Design rationale and references
Licklider keeps the public wording narrower than the page title because classical PCA biplots usually imply both score information and loading information. If the current figure is closer to a score view, the docs should say so explicitly rather than implying a richer loading contract than the user can actually inspect.
The page also emphasizes preprocessing dependence because PCA directions are not fixed properties of the raw dataset alone. Scaling, centering, feature inclusion, and related preprocessing decisions can substantially change the projection. A visually strong separation in PC space is therefore a prompt for follow-up, not a proof of scientific difference.

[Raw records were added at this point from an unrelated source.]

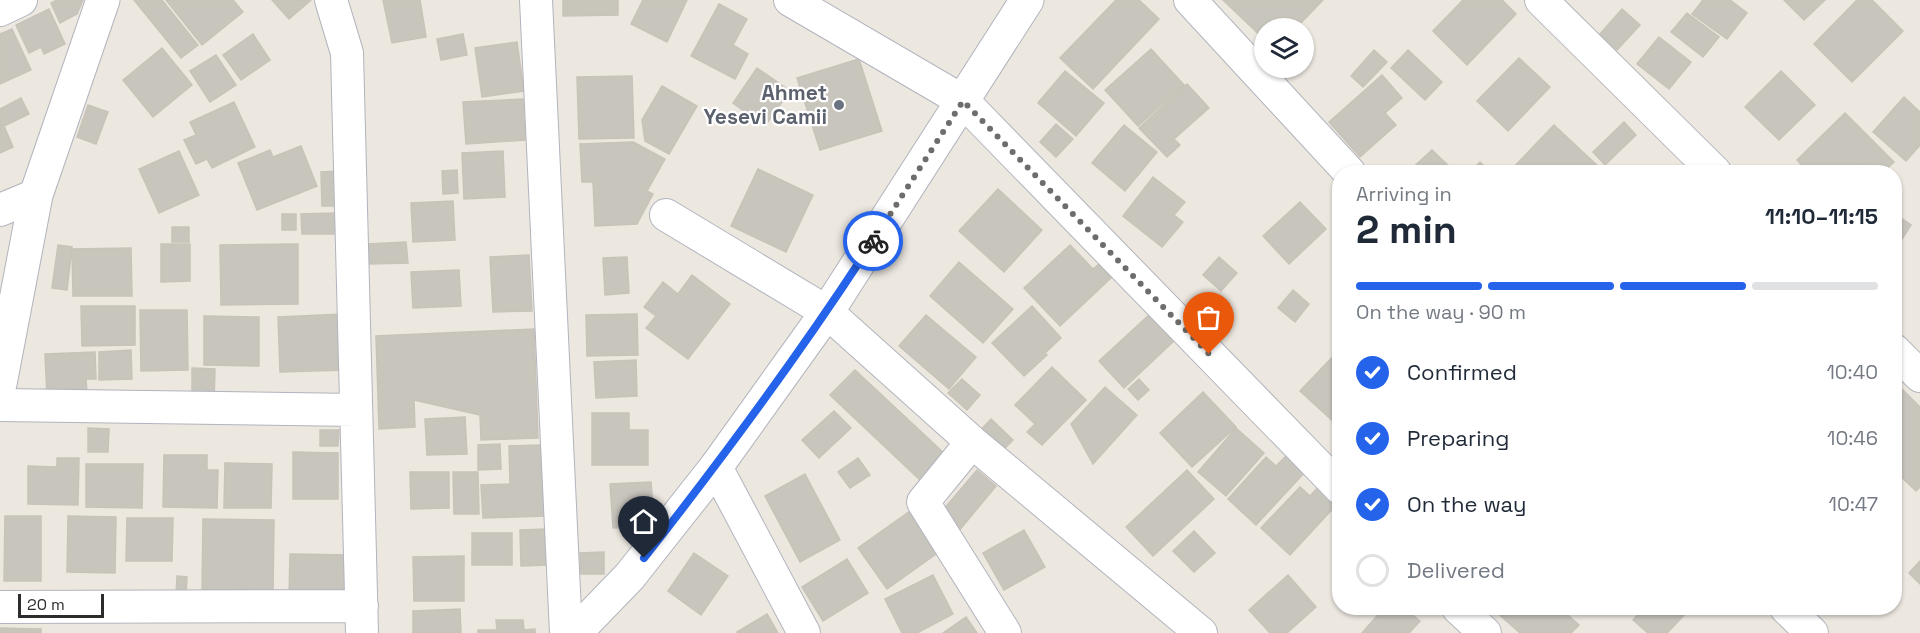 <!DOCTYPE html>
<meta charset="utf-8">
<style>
body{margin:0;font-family:"Space Grotesk",sans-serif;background:#f6f6f7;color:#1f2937;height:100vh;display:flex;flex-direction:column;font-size:22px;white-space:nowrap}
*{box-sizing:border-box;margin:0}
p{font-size:20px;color:#747a83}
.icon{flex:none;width:33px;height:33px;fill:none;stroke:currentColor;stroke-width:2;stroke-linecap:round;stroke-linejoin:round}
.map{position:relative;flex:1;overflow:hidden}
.drawer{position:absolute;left:1332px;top:165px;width:570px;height:450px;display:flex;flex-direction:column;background:#fff;border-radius:24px;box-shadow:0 2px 4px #0004}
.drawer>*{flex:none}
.controls{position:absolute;left:1254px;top:18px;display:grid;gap:12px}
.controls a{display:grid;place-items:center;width:60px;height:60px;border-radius:50%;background:#fff;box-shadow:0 2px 4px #0004;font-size:30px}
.scale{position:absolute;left:18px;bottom:15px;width:86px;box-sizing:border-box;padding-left:6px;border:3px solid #2c2c2c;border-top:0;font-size:16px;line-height:21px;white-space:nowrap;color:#2c2c2c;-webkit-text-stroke:4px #fff;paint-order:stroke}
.pin{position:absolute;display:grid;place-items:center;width:51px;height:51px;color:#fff;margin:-62px -26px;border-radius:50% 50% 50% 0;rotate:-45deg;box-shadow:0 0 6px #0007}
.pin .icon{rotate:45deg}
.courier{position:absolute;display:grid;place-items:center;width:60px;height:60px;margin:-30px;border:4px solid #2563eb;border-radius:50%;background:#fff;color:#222;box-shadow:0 2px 8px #0007}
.overview em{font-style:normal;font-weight:700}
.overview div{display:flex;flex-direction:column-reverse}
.overview{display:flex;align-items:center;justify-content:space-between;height:102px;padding:0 24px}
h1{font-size:39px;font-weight:700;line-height:45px}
.bar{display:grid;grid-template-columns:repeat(4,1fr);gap:9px 6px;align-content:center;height:72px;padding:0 24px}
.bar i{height:8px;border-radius:4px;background:#e0e1e3}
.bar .on{background:#2563eb}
.bar p{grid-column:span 4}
ol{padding:0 24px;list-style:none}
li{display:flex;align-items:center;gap:18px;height:66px}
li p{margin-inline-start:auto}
li .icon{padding:6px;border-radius:50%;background:#2563eb;color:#fff;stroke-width:4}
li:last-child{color:#747a83}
li i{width:33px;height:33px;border:3px solid #e0e1e3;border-radius:50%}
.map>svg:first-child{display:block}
.building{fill:#c8c5bd;stroke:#c8c3b9;stroke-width:1.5}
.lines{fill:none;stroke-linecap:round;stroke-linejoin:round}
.street-casing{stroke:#b2b4be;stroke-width:34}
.secondary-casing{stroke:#b2b4be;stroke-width:35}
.street{stroke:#fff;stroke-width:32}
.secondary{stroke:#fff;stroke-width:33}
.done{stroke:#6f6d6b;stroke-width:6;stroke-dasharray:0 10.8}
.route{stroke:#2563eb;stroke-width:8}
.worship-dot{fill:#6b7280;stroke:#fff;stroke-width:2}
.labels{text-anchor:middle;stroke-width:4.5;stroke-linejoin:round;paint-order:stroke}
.worship-label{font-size:21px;font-weight:bold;fill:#5b616d;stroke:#fff;text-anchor:end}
</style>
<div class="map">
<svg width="1920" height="633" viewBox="0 0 1920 633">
<rect width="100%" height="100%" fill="#ece7df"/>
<path class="building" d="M 57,0 L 83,0 L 77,14 L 60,23 L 51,3 Z
M 134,0 L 162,0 L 198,45 L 181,58 Z
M 166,0 L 233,0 L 243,12 L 202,45 Z
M 272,0 L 311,0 L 289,19 Z
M 383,0 L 420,0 L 426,37 L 392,43 Z
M 563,0 L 618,0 L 618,15 L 563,16 Z
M 643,0 L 687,0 L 667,42 L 631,24 Z
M 1116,0 L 1139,0 L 1159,19 L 1093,89 L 1060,58 Z
M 1223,0 L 1323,0 L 1296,28 L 1264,28 L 1264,39 Z
M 1463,0 L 1502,0 L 1516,14 L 1467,65 L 1433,31 Z
M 1703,0 L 1730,0 L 1747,13 L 1727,39 L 1692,14 Z
M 1784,0 L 1825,0 L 1804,20 Z
M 1857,0 L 1872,0 L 1903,31 L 1852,82 L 1814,44 Z
M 719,4 L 747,19 L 733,45 L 748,54 L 735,79 L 691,56 Z
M 49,9 L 65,44 L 44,54 L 41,47 L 29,53 L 16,25 Z
M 1622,9 L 1640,25 L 1617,50 L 1600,34 Z
M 1687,13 L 1719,37 L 1703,57 L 1671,32 Z
M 12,29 L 31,70 L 0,84 L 0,34 Z
M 253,34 L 270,60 L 241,80 L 223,55 Z
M 463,34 L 467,55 L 441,60 L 437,39 Z
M 1659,37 L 1691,62 L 1669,89 L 1637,64 Z
M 517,42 L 524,91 L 482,97 L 475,48 Z
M 162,48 L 192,85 L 153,117 L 123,80 Z
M 1151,49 L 1184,85 L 1138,126 L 1105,90 Z
M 1374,50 L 1387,62 L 1363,87 L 1351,76 Z
M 1408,50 L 1442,82 L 1425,100 L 1391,68 Z
M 216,55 L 236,85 L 210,102 L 190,71 Z
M 1519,58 L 1550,87 L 1508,131 L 1477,101 Z
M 859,59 L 882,131 L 820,150 L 797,78 Z
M 757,68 L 790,91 L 765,126 L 733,103 Z
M 1065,71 L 1104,103 L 1076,136 L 1038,103 Z
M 1781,71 L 1815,105 L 1779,140 L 1745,107 Z
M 1382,75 L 1402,98 L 1385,113 L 1396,125 L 1360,157 L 1329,122 Z
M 632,76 L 634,138 L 579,139 L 577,77 Z
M 1187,84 L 1209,108 L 1174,139 L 1180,145 L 1167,157 L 1139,128 Z
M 662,86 L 697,106 L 669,154 L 645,141 L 642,120 Z
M 1904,97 L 1920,112 L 1920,145 L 1906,161 L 1873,132 Z
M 21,98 L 29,114 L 4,126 L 13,147 L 0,153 L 0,109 Z
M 523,99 L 525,140 L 466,144 L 463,102 Z
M 234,102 L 255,147 L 212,168 L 207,159 L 196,164 L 184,140 L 196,135 L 190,122 Z
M 88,105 L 108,112 L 96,144 L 77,137 Z
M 1845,113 L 1894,162 L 1883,172 L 1866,172 L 1858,164 L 1849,172 L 1808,172 L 1797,160 Z
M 1624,122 L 1636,135 L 1605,165 L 1593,152 Z
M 1056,124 L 1073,139 L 1056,157 L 1040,142 Z
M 1124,125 L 1157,152 L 1125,191 L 1092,163 Z
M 1554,125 L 1601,169 L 1598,172 L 1509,172 Z
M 633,142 L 665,159 L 647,191 L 653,194 L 637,224 L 595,226 L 593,182 L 582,182 L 580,144 Z
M 301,146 L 317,186 L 257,210 L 238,163 L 270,150 L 273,157 Z
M 1432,150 L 1455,172 L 1408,172 Z
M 179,151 L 199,195 L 159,213 L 139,169 Z
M 503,151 L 505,197 L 464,199 L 462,153 Z
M 1480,162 L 1490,172 L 1470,172 Z
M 758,169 L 813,195 L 786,252 L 731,226 Z
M 457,170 L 458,193 L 443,194 L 442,171 Z
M 339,171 L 340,206 L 322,206 L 321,172 Z
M 1153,177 L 1185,202 L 1174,215 L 1183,222 L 1162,247 L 1123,216 Z
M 998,189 L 1042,230 L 1004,272 L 959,231 Z
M 453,201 L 455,240 L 413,242 L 411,203 Z
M 1300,202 L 1326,229 L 1289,264 L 1263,236 Z
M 336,213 L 337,234 L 302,234 L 301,214 Z
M 282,214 L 296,214 L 296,230 L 282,230 Z
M 1897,215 L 1911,225 L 1899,244 L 1894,241 L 1894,218 Z
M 172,227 L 189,227 L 189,242 L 172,242 Z
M 406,242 L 408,263 L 369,264 L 368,244 Z
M 161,244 L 190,244 L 190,281 L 161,282 Z
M 298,244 L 298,304 L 221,305 L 220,245 Z
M 58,245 L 72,247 L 67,290 L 52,288 Z
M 1070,245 L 1093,269 L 1099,264 L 1112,277 L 1060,326 L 1024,288 Z
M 131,248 L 132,296 L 73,296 L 72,249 Z
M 529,255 L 532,311 L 493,312 L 490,257 Z
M 627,257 L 629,293 L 605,295 L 603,258 Z
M 1219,257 L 1237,273 L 1221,291 L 1203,275 Z
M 959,262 L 1013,309 L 983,343 L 930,296 Z
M 459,270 L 461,306 L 413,308 L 411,272 Z
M 692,275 L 730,304 L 688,359 L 646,328 L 656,316 L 644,307 L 663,282 L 678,294 Z
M 1293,290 L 1309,304 L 1295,322 L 1278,308 Z
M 81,306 L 135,306 L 135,345 L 82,346 Z
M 1032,306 L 1061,338 L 1045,353 L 1047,355 L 1024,376 L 992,343 Z
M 140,310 L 187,310 L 188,370 L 141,371 Z
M 343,314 L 345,370 L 280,372 L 278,317 Z
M 637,314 L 638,355 L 587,356 L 586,315 Z
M 1150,314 L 1175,340 L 1124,388 L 1099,361 Z
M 926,315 L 976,357 L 949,389 L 899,346 Z
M 204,316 L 259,317 L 259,366 L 204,365 Z
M 534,329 L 538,438 L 481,440 L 480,415 L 414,400 L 415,427 L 379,429 L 376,336 Z
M 1340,349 L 1340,420 L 1336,424 L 1300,391 Z
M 131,350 L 132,379 L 99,380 L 99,352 Z
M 95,352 L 96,379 L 86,379 L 87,394 L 47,396 L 45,354 Z
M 636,360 L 637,396 L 596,398 L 594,362 Z
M 1052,367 L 1086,400 L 1042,445 L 1027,432 L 1035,424 L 1015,405 Z
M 192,368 L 215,369 L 214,400 L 192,399 Z
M 855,370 L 946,455 L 921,481 L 830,395 Z
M 962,379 L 980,395 L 967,410 L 948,393 Z
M 1139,379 L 1149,390 L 1138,400 L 1128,389 Z
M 1894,381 L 1920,407 L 1920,487 L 1916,491 L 1894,470 Z
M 1105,387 L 1137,415 L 1093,464 L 1071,424 Z
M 1203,392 L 1236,427 L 1192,467 L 1160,433 Z
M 834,411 L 851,428 L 819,458 L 802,440 Z
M 592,413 L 629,413 L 629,430 L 648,430 L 648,465 L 592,465 Z
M 465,417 L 467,454 L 427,455 L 425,419 Z
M 991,419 L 1013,440 L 997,456 L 975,436 Z
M 88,428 L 109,429 L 108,452 L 88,452 Z
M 1236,428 L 1264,453 L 1226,496 L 1198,472 Z
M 320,430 L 339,430 L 338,446 L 320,446 Z
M 500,444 L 501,469 L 478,470 L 478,445 Z
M 542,445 L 545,516 L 483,518 L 481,485 L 510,484 L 509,446 Z
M 293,452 L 338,453 L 338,499 L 293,499 Z
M 164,455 L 207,455 L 207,470 L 218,470 L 217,508 L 163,507 Z
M 1287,455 L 1305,472 L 1256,525 L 1228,499 L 1266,457 L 1276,466 Z
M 57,458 L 79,458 L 78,505 L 28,504 L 28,466 L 57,467 Z
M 858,458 L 870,475 L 850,488 L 838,472 Z
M 225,463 L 272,464 L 271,508 L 224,508 Z
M 86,464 L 143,464 L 142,508 L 86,507 Z
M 977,470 L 996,486 L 958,532 L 938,516 Z
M 1187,470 L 1214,499 L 1153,556 L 1126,527 Z
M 410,472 L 449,472 L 449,508 L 411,509 Z
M 453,472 L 478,472 L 479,514 L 454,514 Z
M 805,474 L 840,540 L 800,562 L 765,496 Z
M 651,482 L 653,508 L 634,509 L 635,527 L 613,528 L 610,484 Z
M 1320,485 L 1339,502 L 1290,555 L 1261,528 L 1300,487 L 1310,496 Z
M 913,509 L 943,549 L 887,589 L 858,548 Z
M 5,516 L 41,516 L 41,581 L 4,581 Z
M 68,516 L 116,517 L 115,573 L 67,572 Z
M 127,518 L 173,518 L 172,561 L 126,561 Z
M 203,519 L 274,520 L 273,594 L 202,594 Z
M 546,529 L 548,565 L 521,566 L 520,530 Z
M 1024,530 L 1045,567 L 1004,590 L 983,553 Z
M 1194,531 L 1215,553 L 1194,572 L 1173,551 Z
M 472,533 L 512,533 L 512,565 L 472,565 Z
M 604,552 L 604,574 L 581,574 L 580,553 Z
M 694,553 L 728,576 L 701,615 L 668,591 Z
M 290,554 L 352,555 L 351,598 L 289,598 Z
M 464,556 L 464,601 L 414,601 L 413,557 Z
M 847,559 L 868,593 L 823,621 L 802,587 Z
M 1920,561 L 1920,584 L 1909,573 Z
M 933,575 L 953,614 L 917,633 L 902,633 L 885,599 Z
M 1288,575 L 1316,607 L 1287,633 L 1270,633 L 1249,610 Z
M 177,576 L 187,577 L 186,595 L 176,595 Z
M 1384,608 L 1404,608 L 1420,621 L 1409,633 L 1362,633 Z
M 1492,608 L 1560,608 L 1579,625 L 1571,633 L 1520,633 Z
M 1644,608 L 1691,608 L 1667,633 L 1648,633 L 1633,620 Z
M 460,609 L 461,633 L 413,633 L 413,611 Z
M 767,614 L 778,633 L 738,633 L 737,632 Z
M 966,617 L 977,633 L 943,633 Z
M 496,620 L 523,620 L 524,630 L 535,629 L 535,633 L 478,633 L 478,630 L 497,630 Z
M 0,628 L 41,629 L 41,633 L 0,633 Z"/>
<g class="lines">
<g class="street-casing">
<path id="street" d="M 331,0 L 347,53 L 362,633
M 536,0 L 566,633
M 790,0 L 963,101 L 1340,488
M 1190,0 L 1349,172
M 1541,0 L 1715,172
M 0,10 L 21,0
M 0,210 L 36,195
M 666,215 L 827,312 L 972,442 L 1201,633
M 1894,350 L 1920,376
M 0,405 L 356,410
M 972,442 L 923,502 L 1005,633
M 716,467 L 804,633
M 0,607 L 362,606
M 1458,608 L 1485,633
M 1786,608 L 1812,633"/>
</g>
<g class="secondary-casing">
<path id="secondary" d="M 0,384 L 36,195 L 103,0
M 575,633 L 630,576 L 716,467 L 827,312 L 1027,0"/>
</g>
<use href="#street" class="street"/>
<use href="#secondary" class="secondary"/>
</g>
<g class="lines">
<path class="done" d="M 873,241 L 963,101 L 1209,354"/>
<path class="route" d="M 644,558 C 725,455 802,351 873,241"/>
</g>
<circle class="worship-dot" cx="839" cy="105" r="6"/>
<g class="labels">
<g class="worship-label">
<text x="827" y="100">Ahmet<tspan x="827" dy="24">Yesevi Camii</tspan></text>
</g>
</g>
</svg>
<div class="controls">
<a><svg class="icon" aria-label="layers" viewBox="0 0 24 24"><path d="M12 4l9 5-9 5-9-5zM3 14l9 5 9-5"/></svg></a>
</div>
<div class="scale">20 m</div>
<div class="pin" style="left:1209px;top:354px;background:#ea580c"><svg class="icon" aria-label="bag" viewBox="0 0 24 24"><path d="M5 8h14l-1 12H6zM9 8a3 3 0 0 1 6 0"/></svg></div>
<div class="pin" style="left:644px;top:558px;background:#1f2937"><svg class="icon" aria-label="home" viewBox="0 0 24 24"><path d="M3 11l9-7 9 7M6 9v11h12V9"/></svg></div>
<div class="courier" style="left:873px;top:241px"><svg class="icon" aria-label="bike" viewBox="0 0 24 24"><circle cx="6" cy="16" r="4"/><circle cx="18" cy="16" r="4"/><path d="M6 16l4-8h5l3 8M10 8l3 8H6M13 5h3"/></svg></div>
<section class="drawer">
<div class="overview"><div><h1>2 min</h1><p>Arriving in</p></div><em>11:10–11:15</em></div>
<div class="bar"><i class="on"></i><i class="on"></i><i class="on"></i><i></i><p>On the way · 90 m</p></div>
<ol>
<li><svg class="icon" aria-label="check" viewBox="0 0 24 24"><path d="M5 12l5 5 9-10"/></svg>Confirmed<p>10:40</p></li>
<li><svg class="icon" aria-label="check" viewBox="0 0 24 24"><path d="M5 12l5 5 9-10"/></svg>Preparing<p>10:46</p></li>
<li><svg class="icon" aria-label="check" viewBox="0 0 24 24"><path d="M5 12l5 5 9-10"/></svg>On the way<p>10:47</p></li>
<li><i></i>Delivered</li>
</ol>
</section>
</div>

This figure is positioned as exploratory for the same reason. PCA is useful for reducing dimensionality and screening broad structure, but the reduced axes do not by themselves establish mechanism, cluster truth, or inferential significance.
References
- Jolliffe, I. T., & Cadima, J. (2016). Principal component analysis: a review and recent developments. Philosophical Transactions of the Royal Society A, 374(2065), 20150202. https://doi.org/10.1098/rsta.2015.0202
- Gabriel, K. R. (1971). The biplot graphic display of matrices with application to principal component analysis. Biometrika, 58(3), 453-467. https://doi.org/10.1093/biomet/58.3.453
Alternative figures
- Use K-means Clustering Plot when the main goal is to inspect one current clustering overlay rather than a purely reduced projection.
- Use Confidence Ellipse or Convex Hull when grouped scatter overlays are easier to read than a PCA-style reduction.
- Use Heatmap when you want to preserve the matrix view instead of collapsing variables into two axes.
TODO (Phase02+)
- Expand only if the public product surface later exposes loading vectors, feature labels, or a clearer biplot-specific contract.